Кондаков высоко поднял руку с зажатой в ладони костью и с грохотом опустил ее на стол. Игра началась.

Я почти механически выкладывал на стол свои костяшки, ожидая момента, когда азарт Кондакова спадет и можно будет вернуться к разговору о делах. Но Кондаков играл самозабвенно. Он бил по столу так, что вздрагивали хрустальные водочные рюмки, стоящие в горке неподалеку.

Наконец я не выдержал и сказал:

— Павел Семенович, что ж все-таки будет с цементом?

Увлеченный игрой, Кондаков, видимо, даже не расслышал моего вопроса. Его рот был полуоткрыт, а маленькие глазки светились. Когда Кондаков без всякой нужды бил костяшкой по столу, я из духа противоречия клал свою подчеркнуто тихо.

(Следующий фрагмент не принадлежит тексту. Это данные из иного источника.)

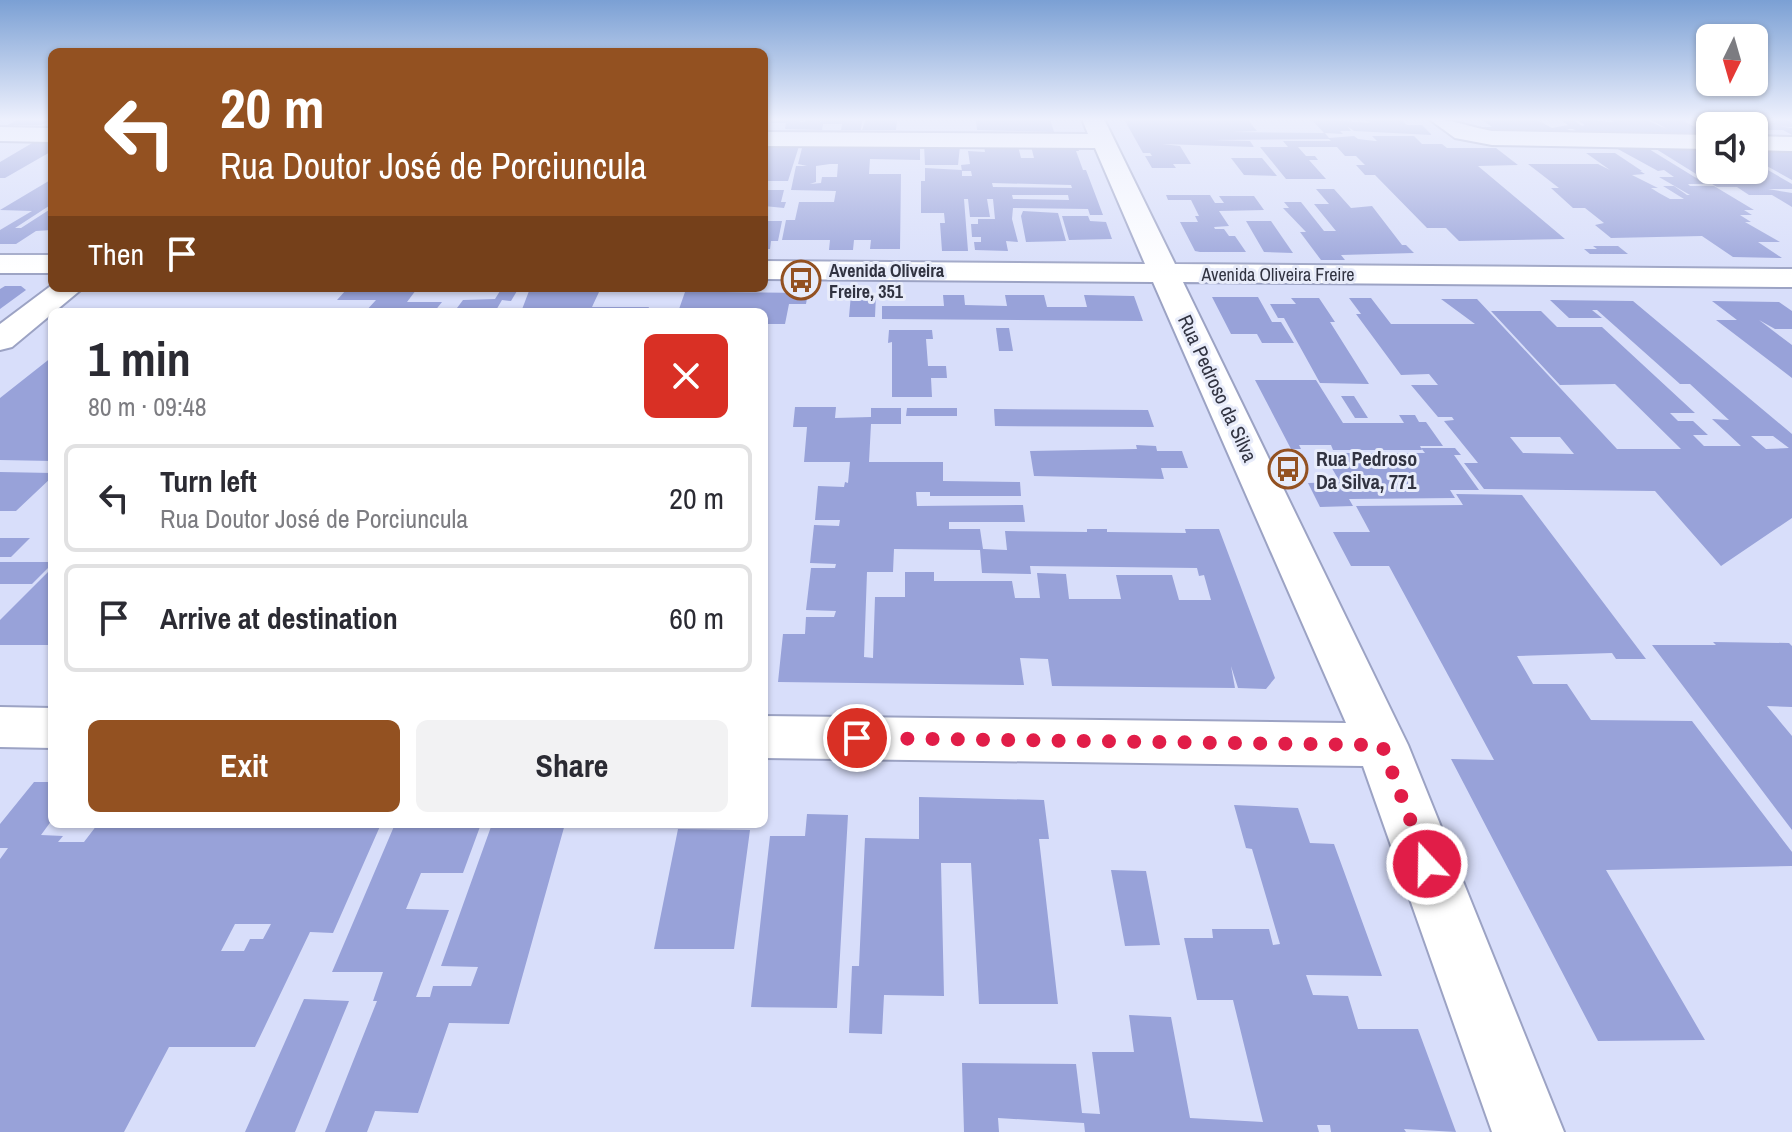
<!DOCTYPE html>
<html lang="en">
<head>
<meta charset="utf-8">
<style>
  :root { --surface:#fff; --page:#f2f2f3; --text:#2b2b33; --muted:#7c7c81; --line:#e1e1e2; --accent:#935121 }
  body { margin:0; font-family:"Archivo Narrow",sans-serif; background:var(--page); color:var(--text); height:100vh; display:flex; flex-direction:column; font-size:30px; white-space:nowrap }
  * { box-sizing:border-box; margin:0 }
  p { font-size:26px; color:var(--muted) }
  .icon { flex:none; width:44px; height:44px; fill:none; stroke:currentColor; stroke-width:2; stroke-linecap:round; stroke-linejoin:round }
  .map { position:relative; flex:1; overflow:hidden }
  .drawer { position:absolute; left:48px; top:308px; width:720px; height:520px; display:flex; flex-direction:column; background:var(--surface); border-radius:12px; box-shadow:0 2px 6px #0004 }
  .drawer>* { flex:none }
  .banner { position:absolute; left:48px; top:48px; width:720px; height:244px; border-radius:12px; box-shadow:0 2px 6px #0004; background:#935121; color:#fff; overflow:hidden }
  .needle { width:52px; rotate:185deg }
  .buttons { position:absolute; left:1696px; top:24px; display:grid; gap:16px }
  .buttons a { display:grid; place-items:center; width:72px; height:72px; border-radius:12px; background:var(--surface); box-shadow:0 2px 6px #0004; font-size:40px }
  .pin { position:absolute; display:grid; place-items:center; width:68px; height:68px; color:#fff; margin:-34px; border:4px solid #fff; border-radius:50%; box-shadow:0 2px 8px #0007 }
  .me { position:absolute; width:88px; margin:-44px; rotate:339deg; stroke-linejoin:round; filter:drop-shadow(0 0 6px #0008) }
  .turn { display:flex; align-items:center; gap:28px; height:168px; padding:0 40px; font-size:36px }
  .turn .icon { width:104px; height:104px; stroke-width:2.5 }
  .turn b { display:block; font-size:56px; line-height:68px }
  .then { display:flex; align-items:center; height:76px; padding:0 40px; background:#0003; gap:16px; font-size:30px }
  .round { display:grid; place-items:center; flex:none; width:84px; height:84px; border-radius:12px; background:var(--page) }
  .summary { display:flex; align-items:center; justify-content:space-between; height:136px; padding:0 40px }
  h1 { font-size:48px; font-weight:700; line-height:60px }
  .primary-button { display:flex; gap:16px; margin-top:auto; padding:16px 40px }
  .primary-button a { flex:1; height:92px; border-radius:12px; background:var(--accent); color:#fff; font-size:32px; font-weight:700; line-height:92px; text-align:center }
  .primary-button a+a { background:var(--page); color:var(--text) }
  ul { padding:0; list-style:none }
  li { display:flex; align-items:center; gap:24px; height:108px; margin:0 16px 12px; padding:0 24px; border:4px solid var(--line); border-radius:12px }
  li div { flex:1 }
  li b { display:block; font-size:30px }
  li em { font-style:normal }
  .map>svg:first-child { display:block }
</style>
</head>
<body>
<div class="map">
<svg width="1792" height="1132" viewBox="0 0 1792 1132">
  <rect width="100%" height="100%" fill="#d8defa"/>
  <!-- building -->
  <path fill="#98a2d9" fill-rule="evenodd" d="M19,119H52L41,125H8Z
    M772,119H801L800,122H805L806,119H821L820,123L824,119L862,121L861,130H841L842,124H823L822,130L785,129L786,123H771Z
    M866,119H897L896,130H862Z
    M976,119H1050L1054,132L977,130Z
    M1124,119H1247L1257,131L1233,132L1324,133L1311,119L1370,123L1368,119L1401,120L1407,125H1422L1432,135L1354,131L1347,126L1351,131H1340L1343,134L1325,133L1329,138L1354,136L1358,139L1375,141H1377L1372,136H1414L1422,144H1442L1447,148H1496L1518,165L1478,166L1565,239L1459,241L1446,228H1427L1375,175H1365L1356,165H1365L1356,156H1345L1337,147H1298L1306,156H1315L1318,160H1309L1326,179H1286L1260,147H1288L1283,141H1331L1329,139L1210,140L1250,141L1254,147L1162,144L1180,146L1191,164H1173L1176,168H1152L1145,156H1152L1150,153H1143Z
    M1481,119H1535L1552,128L1568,125L1559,119H1572L1582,126L1585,125L1575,119L1610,122H1615L1611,119H1643L1667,129L1650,119H1679L1699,129L1695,126H1701L1689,119H1706L1719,126H1710V135L1581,134L1573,129H1567L1576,134H1489L1480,127H1492Z
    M1714,119H1784L1792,123V127L1776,126L1792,128V135L1783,130H1762L1754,126H1727Z
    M39,139H52L48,145H52V151L5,178H0V162Z
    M764,143H800L788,181H764Z
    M841,143L920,145V160L870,159L869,174H901L900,249H870L871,240H854L853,250H829L830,240H782L786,220H795L799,202H834L836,191L791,190L796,166H807L798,164L802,148H840ZM830,164H838L837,177H822L821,183L810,184L816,182V166Z
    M924,145L960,146L958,165H925Z
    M984,146H1018L1021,158H1034L1031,146H1077L1079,151H1076L1083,170H1086L1103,215H1090L1088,209L1013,208L1012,219L1018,242L1006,241L1008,251L975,250L974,242H981V237H972L971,224H978V219H995L993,199H987L990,217H970L968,199H964L968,251H942L940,223H945L944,213H921V181H925V168L962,170V176H972L971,171H962L961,165L970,164L968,151L985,152ZM992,183L1071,185L1072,188L993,187ZM1012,195H1068L1069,200L1013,199Z
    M1616,148L1649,149L1706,184H1688L1690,186H1714L1754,210H1744L1752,215H1740L1751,222H1745L1780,242H1758L1782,258L1733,257L1702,236L1611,238L1595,225L1604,223L1585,208H1573L1551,188H1559L1528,164H1598L1610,170L1586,153H1615L1642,171H1640L1645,174L1632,175L1658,188H1651L1659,193L1670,199H1684L1663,186H1674L1687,195H1690L1659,177H1674L1664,170L1658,171Z
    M1656,149H1710V170H1727L1742,180H1748L1731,170H1754V162L1792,184V189H1768L1792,193V207L1772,195H1749L1737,187H1717Z
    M1754,149L1792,151V180L1754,159Z
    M1231,158H1262L1277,176L1244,175Z
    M52,179V204L15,228H21L52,208V230L36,231L16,244H0V230L32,211L0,210Z
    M1316,189H1334L1351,208L1372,206L1402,245H1406L1414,253L1341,255L1345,260H1321L1300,232H1306L1283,208H1289L1284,202H1301L1324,231H1336L1314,204H1329Z
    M764,190H784L781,202H786L784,208L764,206Z
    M1166,195H1210L1215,203H1224L1219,196H1254L1264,210L1219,211L1229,226L1214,227L1215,229H1224L1229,236H1235L1246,252H1200L1195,251L1180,222H1198L1195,216H1199L1191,200H1168Z
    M1023,211L1058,213L1066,241L1026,242L1021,216Z
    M1062,216H1088L1090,221L1106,222L1112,239L1069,240Z
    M764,221H782L778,241H771L770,249H764Z
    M1246,221H1271L1293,253L1264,252Z
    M1593,246H1618L1628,254H1590L1584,249H1597Z
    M5,286H21L26,290L0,309V289Z
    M346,290H416L407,302H442L434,312H365L376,300H337Z
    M500,291H517L511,301L502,300L495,312H454L463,300L495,299Z
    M529,291L599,292L592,307H649L647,312H521Z
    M685,292H723L808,293L806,304H789L785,324H768L764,322V312H678Z
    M851,294H876L875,317H849Z
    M943,295H964L965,305L1007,306L1005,295H1044L1047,307H1087L1084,295L1134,296L1143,321L882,319V306H944Z
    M1212,297H1258L1272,322H1281L1294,343H1262L1257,334H1231Z
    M1291,298H1319L1335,322H1330L1369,384L1320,383L1284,318H1278L1270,304H1296Z
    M1349,298H1371L1391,324H1475L1441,299H1477L1617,449H1681L1615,384L1560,385L1491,311H1541L1557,327H1602L1695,413H1670L1678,421H1693L1708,435H1693L1704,446H1741L1712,419L1729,420L1690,384H1680L1597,310H1592L1602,318H1569L1550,300L1633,301L1792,434V518L1721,566L1655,491L1484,489L1464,463H1478L1444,421L1454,420L1452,417H1438L1411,385H1438L1429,374L1401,375L1356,314H1361ZM1751,436H1773L1789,448L1766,449ZM1510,437H1560L1574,454L1523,453Z
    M1712,301L1779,302L1792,311V329H1775L1759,320L1792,345V378L1716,320H1737Z
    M996,328H1009L1013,351H999Z
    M889,330H932L933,339H926L928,366H946L947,378H931L932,397H892V342L888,343Z
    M52,357V461L0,460V398Z
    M1255,380H1316L1343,423H1404L1399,415H1415L1419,422H1426L1443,446H1420L1422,450H1333L1331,445H1299L1301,449H1291Z
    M1341,396H1354L1368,418H1355Z
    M795,407H836L835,418L871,417V408H901V424H871L869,462H943V481L1020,482L1021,496H930V492H916L917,506L1023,505L1025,522H949V529H980L983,549L1007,550L1005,531L1087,532V529H1107V532L1186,533L1185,529H1219L1275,678L1266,689L1238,688L1231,666L1235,688L1052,686L1048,659L1020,658L1024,685L778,682L783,634H805L806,617H834L836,611L806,610L811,568H835L836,564L810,563L814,525L839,526L840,520H815L818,486L844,487L845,482L848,483L850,462H804L807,427H793ZM894,549L980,550L982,573L1031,574L1030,566L1197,568L1199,576L1204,575L1211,600H1179L1172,575H1116L1121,599H1069L1066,574L1037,573L1040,598H1015L1012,581H934V572H905V597H875L873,658L864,657L867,572H893Z
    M907,408H957V416H906Z
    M994,409L1148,410L1154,427L995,426Z
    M1136,445L1156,446L1157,451H1182L1188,468H1161L1164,479L1034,476L1030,451L1137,449Z
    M1421,448H1455L1461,455H1454L1479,490H1450L1455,498L1349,499L1353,506L1320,507L1308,483L1340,482L1323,453H1425Z
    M0,472L52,473V477L16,511H0Z
    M1456,494L1522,495L1646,659H1616L1612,653L1517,656L1533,684H1567L1591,720L1692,721L1792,852V866L1606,870L1705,1040L1598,1041L1451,759L1494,760L1389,566H1351L1333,532H1370L1356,506L1463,505Z
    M0,538H30L11,557H0Z
    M0,562H52V564L32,584H0Z
    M52,568V645H0V620Z
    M1713,642L1789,643L1792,646V707L1767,706L1792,736V830L1652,645H1716Z
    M34,782H52V820L41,835L63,836L58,842H84L97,825L381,824L333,933L310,932L255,1047H169L124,1132H0V859L8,848H0V824ZM235,924H271L263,939H250L244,951H221Z
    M919,797L1044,800L1049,839H1039L1058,1004H979L971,863H941L944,996L884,995L882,1034L849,1033L852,966H859L865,838L919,839Z
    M1234,805L1298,808L1310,843L1334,844L1382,976L1306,975L1313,995L1348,996L1358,1029H1418L1456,1132L1404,1129L1406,1132H1331L1330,1125H1317L1319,1132H1085L1084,1123L998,1118L999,1132H964L962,1063L1076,1064L1082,1113L1100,1114L1092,1052H1134L1129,1015L1171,1017L1190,1118L1263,1122L1233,1000H1197L1184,938H1213L1212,929H1269L1273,945L1280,944L1252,849L1246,848Z
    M807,814L848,815L837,1008L751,1007L770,836H805Z
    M395,824H481L463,873H421L406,909L449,910L416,997H430L433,986H471L478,967L441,966L492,824H565L509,1024L449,1023L418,1113L375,1111L367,1132H325L377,1001H373L383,972H332Z
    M678,829L750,830L734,949H654Z
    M1111,870L1146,871L1160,945L1125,946Z
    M304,999L349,1001L295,1132H245Z"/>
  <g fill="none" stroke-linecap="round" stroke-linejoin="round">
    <defs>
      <path id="minor" d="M1082,119H1104L1175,264L1792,269V287L1183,282L1408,745L1564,1132H1492L1363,766L764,758V716L1346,723L1153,282L764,279V261L1145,264L1095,148L764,146V132L1088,134Z
        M1429,119C1453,119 1469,127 1492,131L1710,135V149L1492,145L1455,138Z
        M0,127L52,128V142L0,141Z
        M1754,136L1792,137V151L1754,150Z
        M0,255H52V273H0Z
        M52,285V288H83L12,347L0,350V324Z
        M0,707L52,708V748L0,747Z"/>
    </defs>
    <!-- minor casing -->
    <use href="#minor" stroke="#9ca3c4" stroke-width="4"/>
    <!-- minor -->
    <use href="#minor" fill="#fff" fill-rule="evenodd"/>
  </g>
  <!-- sky -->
  <linearGradient id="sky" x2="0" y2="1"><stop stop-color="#7ba0d4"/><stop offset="0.43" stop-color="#edf0fd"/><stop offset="1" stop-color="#edf0fd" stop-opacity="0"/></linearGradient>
  <rect width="1792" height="277" fill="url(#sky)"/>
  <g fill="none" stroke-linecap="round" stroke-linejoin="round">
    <!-- route -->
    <path stroke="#e11d48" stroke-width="14" stroke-dasharray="0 25.2" d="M857,738L1382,745L1427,864"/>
  </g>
  <!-- icons -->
  <defs>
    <symbol id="bus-ring" viewBox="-11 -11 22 22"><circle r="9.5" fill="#e8ecfa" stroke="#935121" stroke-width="1.5"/><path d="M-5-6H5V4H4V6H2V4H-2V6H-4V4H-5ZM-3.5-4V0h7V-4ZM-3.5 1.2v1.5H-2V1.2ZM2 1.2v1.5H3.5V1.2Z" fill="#935121"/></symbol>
  </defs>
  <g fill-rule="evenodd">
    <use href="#bus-ring" x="779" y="258" width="44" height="44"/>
    <use href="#bus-ring" x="1266" y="447" width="44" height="44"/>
  </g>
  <g text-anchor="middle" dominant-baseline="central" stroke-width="6" stroke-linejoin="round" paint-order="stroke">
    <!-- far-poi labels -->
    <g font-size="18" font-weight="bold" fill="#313341" stroke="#e8ecfa" text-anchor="start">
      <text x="829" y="270">Avenida Oliveira<tspan x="829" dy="21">Freire, 351</tspan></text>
    </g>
    <!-- far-street labels -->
    <g font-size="18" fill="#313341" stroke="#e8ecfa">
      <text x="1278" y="274">Avenida Oliveira Freire</text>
    </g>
    <!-- street labels -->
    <g font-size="20" fill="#313341" stroke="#e8ecfa">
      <text transform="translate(1218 388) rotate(65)">Rua Pedroso da Silva</text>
    </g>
    <!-- poi labels -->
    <g font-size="20" font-weight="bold" fill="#313341" stroke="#e8ecfa" text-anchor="start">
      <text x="1316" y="458">Rua Pedroso<tspan x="1316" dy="23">Da Silva, 771</tspan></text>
    </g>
  </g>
</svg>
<div class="buttons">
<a><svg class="needle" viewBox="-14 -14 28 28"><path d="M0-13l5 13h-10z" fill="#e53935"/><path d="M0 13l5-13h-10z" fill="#7c7c81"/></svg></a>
<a><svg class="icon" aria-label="sound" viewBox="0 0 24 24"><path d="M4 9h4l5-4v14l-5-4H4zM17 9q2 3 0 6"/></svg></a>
</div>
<div class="pin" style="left:857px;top:738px;background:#d93025"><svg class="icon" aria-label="arrive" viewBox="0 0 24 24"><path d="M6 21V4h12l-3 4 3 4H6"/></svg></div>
<svg class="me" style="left:1427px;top:864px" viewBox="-20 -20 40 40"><circle r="17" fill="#e11d48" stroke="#fff" stroke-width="3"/><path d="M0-11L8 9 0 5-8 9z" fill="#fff"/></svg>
<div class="banner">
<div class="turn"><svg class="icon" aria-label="left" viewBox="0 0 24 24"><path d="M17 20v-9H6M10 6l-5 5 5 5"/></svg><div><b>20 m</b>Rua Doutor José de Porciuncula</div></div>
<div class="then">Then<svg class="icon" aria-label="arrive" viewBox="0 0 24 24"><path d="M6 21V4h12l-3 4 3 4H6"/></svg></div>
</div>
<section class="drawer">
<div class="summary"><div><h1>1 min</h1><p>80 m · 09:48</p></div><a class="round" style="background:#d93025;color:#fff"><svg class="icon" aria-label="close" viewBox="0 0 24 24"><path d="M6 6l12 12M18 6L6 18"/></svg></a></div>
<ul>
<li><svg class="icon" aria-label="left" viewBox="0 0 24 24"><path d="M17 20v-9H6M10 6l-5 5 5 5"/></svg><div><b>Turn left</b><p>Rua Doutor José de Porciuncula</p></div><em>20 m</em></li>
<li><svg class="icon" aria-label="arrive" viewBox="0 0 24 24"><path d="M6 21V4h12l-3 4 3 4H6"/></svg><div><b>Arrive at destination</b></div><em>60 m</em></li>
</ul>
<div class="primary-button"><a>Exit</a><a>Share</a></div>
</section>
</div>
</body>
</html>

— Не знаю, чем буду через неделю бетонировать, — как бы между прочим сказал я. — Того цемента, что я у вас выпросил, хватит едва ли на…

Я посмотрел на Кондакова и осекся. Он, по-видимому, и теперь не обратил никакого внимания на мои слова. Ничто, кажется, не могло сейчас отвлечь его: он играл в домино! И, конечно, был убежден, что делает именно то, что нужно. Мысль о том, что он может свершить что-то неправильное, была чужда Кондакову. Он был лишен всяких сомнений. Сто человек вокруг могли бы, играя в домино, тихо опускать на стол свои костяшки. Кондаков — я убежден в этом — все равно продолжал бы грохотать.

Как он может так самозабвенно, так тупо играть?

Ведь Кондаков не тупица, — уж кто-кто, а я хорошо это знал.

Он был опытным специалистом горного и строительного дела. Грузный, шумный, страдающий одышкой, в запыленной, военного покроя гимнастерке, с которой уже давно распростилось большинство гражданских людей, в сапогах с невысокими голенищами, он, казалось, знал все, что касалось строительства я взаимоотношений причастных к нему людей. Он мог до хрипоты спорить и «проявлять характер», когда речь шла о каких-то практических вопросах. В этих случаях Кондаков стоял «насмерть» во всеоружии своего авторитета руководителя, своих привычных связей, своего тонкого понимания механики служебных взаимоотношений.